Aug 10, 2022 News
Kaieteur News – Despite taking an US$11.6M loan from the Inter-American Development Bank (IDB) back in 2018 to strengthen the nation’s governance framework for the oil sector, several objectives were either not achieved, or, in cases where they were, are no longer being utilised by the current administration.
According to an IDB report on the performance of the loan, it was noted that a key goal for the bank was the creation of a development plan for Guyana’s oil and gas sector. Given Guyana’s inexperience in handling such a massive and highly technical sector, that plan was intended to outline what steps ought to be taken to build up institutional capacity. That plan was also intended to guide the country on all the experts it needed along with demarcating how and in what fields Guyana should start training for its people to be in the driver’s seat of managing the industry.
The IDB said too that this is a critical document for the country to be armed with noting that its advice in this regard was premised on the governance and institutional development experiences of other resource-rich countries, even as it recognised that the circumstances of each country are unique, as are industry and market circumstances at any point in time.
The financial institution said Guyana was poised to have a plan that drew from those nations that developed an effective institutional architecture for the governance of their energy resources such as, Brazil, Colombia, and Norway and most recently, Mexico. It reasoned that these and other countries provide lessons and widely recognised best practices which can be considered as orientating experiences and benchmarks for Guyana.
The sectoral plan was also expected to lay out what are the objectives of the government with the oil funds for the benefit of the people of Guyana.
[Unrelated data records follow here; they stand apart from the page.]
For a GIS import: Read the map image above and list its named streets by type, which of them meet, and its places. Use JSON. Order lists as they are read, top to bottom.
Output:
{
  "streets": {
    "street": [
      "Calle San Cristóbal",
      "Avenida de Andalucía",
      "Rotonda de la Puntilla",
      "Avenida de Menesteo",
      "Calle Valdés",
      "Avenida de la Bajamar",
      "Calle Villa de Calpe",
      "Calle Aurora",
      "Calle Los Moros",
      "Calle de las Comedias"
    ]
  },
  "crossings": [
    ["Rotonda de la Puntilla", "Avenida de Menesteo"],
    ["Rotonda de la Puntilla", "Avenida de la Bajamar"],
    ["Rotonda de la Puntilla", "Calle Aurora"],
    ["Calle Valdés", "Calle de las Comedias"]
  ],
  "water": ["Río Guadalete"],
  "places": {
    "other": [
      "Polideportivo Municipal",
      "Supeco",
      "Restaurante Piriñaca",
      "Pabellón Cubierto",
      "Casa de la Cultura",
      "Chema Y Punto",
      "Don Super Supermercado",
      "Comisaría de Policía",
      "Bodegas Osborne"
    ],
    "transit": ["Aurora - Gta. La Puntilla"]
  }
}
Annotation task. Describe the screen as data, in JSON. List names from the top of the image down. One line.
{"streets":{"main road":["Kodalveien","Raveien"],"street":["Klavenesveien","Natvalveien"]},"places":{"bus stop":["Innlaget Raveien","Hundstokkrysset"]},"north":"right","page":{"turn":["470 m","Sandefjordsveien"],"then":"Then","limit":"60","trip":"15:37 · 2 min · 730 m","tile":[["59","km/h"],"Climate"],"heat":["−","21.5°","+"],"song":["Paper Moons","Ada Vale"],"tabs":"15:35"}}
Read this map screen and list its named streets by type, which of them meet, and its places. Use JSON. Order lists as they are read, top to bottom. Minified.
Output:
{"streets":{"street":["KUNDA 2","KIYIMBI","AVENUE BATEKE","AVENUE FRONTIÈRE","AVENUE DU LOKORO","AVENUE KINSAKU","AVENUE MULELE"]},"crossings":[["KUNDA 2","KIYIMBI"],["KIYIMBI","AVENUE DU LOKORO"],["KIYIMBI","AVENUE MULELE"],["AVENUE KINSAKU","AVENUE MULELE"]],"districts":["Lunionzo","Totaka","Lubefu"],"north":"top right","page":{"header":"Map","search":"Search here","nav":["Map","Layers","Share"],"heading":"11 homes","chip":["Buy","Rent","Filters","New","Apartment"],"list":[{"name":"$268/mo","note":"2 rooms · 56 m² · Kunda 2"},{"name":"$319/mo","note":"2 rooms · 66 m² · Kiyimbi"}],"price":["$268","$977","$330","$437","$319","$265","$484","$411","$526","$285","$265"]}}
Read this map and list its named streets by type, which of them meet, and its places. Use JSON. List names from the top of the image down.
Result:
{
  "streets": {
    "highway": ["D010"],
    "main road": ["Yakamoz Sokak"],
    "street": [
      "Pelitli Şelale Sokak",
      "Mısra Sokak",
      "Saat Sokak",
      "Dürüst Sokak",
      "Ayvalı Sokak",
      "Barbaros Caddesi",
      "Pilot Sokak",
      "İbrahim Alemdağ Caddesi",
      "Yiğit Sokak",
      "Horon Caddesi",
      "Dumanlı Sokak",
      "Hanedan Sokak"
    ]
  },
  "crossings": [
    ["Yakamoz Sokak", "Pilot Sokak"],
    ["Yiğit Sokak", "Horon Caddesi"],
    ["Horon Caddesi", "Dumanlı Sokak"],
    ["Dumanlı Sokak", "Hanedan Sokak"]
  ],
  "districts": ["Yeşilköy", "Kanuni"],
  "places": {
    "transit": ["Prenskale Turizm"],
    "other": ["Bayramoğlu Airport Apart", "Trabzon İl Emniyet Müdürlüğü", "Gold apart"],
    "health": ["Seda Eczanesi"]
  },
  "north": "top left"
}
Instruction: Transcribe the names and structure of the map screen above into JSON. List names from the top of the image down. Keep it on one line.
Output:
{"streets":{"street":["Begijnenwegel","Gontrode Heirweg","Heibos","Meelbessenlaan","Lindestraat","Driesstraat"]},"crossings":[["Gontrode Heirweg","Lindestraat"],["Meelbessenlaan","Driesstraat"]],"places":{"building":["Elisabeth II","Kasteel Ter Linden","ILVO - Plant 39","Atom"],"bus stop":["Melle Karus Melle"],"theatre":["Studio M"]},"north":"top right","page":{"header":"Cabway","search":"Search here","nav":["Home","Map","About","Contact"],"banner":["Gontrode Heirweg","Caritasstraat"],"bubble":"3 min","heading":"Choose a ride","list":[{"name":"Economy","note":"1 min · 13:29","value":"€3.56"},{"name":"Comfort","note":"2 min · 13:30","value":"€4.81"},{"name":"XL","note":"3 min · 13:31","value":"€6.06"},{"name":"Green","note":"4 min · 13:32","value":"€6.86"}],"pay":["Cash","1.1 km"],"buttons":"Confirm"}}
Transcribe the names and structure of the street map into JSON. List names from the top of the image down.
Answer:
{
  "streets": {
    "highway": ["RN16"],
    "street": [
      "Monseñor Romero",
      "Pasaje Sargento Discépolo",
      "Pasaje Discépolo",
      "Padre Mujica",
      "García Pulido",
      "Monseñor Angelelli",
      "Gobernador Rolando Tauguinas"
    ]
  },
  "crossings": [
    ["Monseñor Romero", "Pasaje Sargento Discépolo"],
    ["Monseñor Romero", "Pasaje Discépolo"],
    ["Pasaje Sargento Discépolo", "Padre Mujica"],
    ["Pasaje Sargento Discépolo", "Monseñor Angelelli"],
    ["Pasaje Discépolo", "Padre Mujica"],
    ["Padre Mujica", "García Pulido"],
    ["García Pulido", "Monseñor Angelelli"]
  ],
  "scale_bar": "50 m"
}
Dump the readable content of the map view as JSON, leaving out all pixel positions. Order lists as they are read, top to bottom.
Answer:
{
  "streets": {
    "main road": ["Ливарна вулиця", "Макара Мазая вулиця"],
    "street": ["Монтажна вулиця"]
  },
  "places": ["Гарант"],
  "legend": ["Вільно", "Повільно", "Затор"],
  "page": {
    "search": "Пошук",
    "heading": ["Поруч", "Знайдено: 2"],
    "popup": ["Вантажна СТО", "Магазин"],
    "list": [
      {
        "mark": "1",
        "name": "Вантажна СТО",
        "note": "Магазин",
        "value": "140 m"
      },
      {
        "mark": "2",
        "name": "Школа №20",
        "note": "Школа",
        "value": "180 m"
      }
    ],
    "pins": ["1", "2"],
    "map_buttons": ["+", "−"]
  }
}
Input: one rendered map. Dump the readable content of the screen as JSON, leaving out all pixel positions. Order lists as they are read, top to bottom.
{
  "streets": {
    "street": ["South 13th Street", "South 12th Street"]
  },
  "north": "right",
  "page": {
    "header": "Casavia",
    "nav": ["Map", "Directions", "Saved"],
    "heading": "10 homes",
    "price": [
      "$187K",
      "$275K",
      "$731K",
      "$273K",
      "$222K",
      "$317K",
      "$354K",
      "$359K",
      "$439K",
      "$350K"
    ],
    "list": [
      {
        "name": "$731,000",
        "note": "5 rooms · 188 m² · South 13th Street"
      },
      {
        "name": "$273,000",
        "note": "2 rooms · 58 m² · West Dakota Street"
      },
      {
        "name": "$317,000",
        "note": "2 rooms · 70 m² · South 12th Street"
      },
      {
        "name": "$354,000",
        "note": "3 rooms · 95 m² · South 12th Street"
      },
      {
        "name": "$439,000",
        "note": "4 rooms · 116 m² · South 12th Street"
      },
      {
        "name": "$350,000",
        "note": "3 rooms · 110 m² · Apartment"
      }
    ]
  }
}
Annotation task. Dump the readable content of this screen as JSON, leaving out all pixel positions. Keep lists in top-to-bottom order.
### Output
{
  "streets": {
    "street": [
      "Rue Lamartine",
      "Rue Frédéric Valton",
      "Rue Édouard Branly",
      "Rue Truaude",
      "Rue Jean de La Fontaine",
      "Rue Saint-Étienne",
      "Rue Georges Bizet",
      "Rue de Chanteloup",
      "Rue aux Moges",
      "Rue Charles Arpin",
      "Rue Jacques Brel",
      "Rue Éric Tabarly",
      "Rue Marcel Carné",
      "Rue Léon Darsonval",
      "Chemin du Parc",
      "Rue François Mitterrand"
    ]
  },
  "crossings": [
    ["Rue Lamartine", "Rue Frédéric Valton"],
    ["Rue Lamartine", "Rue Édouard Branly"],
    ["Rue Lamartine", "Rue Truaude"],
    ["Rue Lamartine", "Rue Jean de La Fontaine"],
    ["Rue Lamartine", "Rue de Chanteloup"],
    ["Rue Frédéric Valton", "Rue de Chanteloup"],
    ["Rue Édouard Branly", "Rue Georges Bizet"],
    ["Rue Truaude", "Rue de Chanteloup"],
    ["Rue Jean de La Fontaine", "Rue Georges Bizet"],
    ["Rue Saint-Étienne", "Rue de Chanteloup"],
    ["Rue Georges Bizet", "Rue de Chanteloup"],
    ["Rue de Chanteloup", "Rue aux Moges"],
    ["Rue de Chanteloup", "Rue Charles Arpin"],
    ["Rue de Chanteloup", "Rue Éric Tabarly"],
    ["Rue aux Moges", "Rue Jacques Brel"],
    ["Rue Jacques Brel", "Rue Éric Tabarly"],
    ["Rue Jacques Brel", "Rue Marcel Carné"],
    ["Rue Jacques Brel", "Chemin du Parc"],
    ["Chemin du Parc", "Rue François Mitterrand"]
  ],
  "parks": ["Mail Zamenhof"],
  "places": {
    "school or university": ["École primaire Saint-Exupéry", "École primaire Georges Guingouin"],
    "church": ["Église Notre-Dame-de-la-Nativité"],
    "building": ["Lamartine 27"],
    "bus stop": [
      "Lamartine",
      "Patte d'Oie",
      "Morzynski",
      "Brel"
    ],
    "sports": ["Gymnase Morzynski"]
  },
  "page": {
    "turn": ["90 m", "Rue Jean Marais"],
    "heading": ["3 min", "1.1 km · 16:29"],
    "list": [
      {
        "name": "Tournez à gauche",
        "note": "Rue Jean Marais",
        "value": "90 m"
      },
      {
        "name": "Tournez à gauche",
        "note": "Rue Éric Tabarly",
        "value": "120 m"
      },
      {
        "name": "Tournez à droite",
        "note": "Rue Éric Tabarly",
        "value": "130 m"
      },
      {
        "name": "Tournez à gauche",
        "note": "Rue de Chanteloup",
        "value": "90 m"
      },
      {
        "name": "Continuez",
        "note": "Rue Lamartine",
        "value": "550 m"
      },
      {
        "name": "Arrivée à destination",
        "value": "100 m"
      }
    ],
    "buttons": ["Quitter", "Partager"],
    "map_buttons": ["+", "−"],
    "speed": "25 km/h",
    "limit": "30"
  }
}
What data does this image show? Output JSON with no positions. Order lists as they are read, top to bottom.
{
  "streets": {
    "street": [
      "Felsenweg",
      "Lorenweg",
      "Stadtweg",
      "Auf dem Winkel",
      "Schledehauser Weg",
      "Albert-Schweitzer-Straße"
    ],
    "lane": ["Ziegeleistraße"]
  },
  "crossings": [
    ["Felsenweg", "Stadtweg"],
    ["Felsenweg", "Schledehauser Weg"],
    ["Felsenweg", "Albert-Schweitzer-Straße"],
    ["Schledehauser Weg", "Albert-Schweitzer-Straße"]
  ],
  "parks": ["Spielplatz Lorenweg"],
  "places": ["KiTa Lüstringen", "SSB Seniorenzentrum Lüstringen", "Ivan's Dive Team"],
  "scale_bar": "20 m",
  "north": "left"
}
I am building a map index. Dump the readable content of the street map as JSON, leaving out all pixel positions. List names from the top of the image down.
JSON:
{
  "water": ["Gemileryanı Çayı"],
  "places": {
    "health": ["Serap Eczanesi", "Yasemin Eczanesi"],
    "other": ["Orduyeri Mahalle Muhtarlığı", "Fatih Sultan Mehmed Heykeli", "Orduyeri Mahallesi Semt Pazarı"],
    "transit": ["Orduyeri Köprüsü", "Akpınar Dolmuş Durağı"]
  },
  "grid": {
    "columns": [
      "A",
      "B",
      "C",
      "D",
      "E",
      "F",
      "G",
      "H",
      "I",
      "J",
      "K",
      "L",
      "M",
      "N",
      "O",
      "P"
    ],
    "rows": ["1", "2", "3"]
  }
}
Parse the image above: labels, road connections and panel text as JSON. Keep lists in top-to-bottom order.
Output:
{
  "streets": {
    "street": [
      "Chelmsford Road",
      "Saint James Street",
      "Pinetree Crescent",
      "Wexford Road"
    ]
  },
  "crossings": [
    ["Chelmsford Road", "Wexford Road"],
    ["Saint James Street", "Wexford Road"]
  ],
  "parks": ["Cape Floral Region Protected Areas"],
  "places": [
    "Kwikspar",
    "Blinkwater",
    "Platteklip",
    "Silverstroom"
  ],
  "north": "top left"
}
It would have also served as the people’s first line of defense on holding the government accountable should it divert from the agreed pace of institutional and economic development with the funds.
Importantly, the bank contended that it is crucial for Guyana to have a development plan for the sector as it would outline what mechanisms are to be implemented and over what time period for the State to sustainably administer its resources, manage risks and opportunities, and incorporate oil revenues into the development and diversification of certain sectors.
In Tuesday’s publication, it was reported that a Depletion Policy Guideline for the oil and gas sector was one of the targets achieved under the loan but the PPP/C Government refused to make use of it. Those guidelines essentially serve to help Guyana independently determine the right pace of oil extraction and development, all the while giving authorities enough time to develop their governance systems.
Government has contended however that Guyana needs to pump all of its oil as fast as possible since the world is moving away from major fossil fuel use by 2050.
OTHER UNDERUTILISED LOANS
This IDB loan is not the first to be underutilised. Kaieteur News previously reported that the PPP/C Government has also placed a US$20M World Bank loan on pause.
That money was approved on March 29, 2019 for the Guyana Petroleum Resources Governance and Management Project (GPRGMP). The programme’s objective is to ensure the enhancement of legal and institutional frameworks and the strengthening of the capacity of key institutions to manage the oil and gas sector.
The financial institution said in a report that the project’s overall implementation has been downgraded to ‘Moderately Unsatisfactory’, with around 24 percent of the total credit disbursed and no disbursement requests received by the Bank since the second quarter of 2021.
The bank in its report said that the government has indicated as recently as late December 2021, its intention to “refine the scope of the project to bring it in line with current government priorities.” That process is still ongoing.
This newspaper also reported that a US$1M grant from the World Bank to strengthen the monitoring capacity of the Environmental Protection Agency (EPA) was also underutilised. This programme had, for example, set the stage for the regulator to be armed with a 34-member unit of oil and gas experts including highly specialised and experienced petroleum, geological and environmental engineers. This, among other objectives under the grant, are yet to materialise.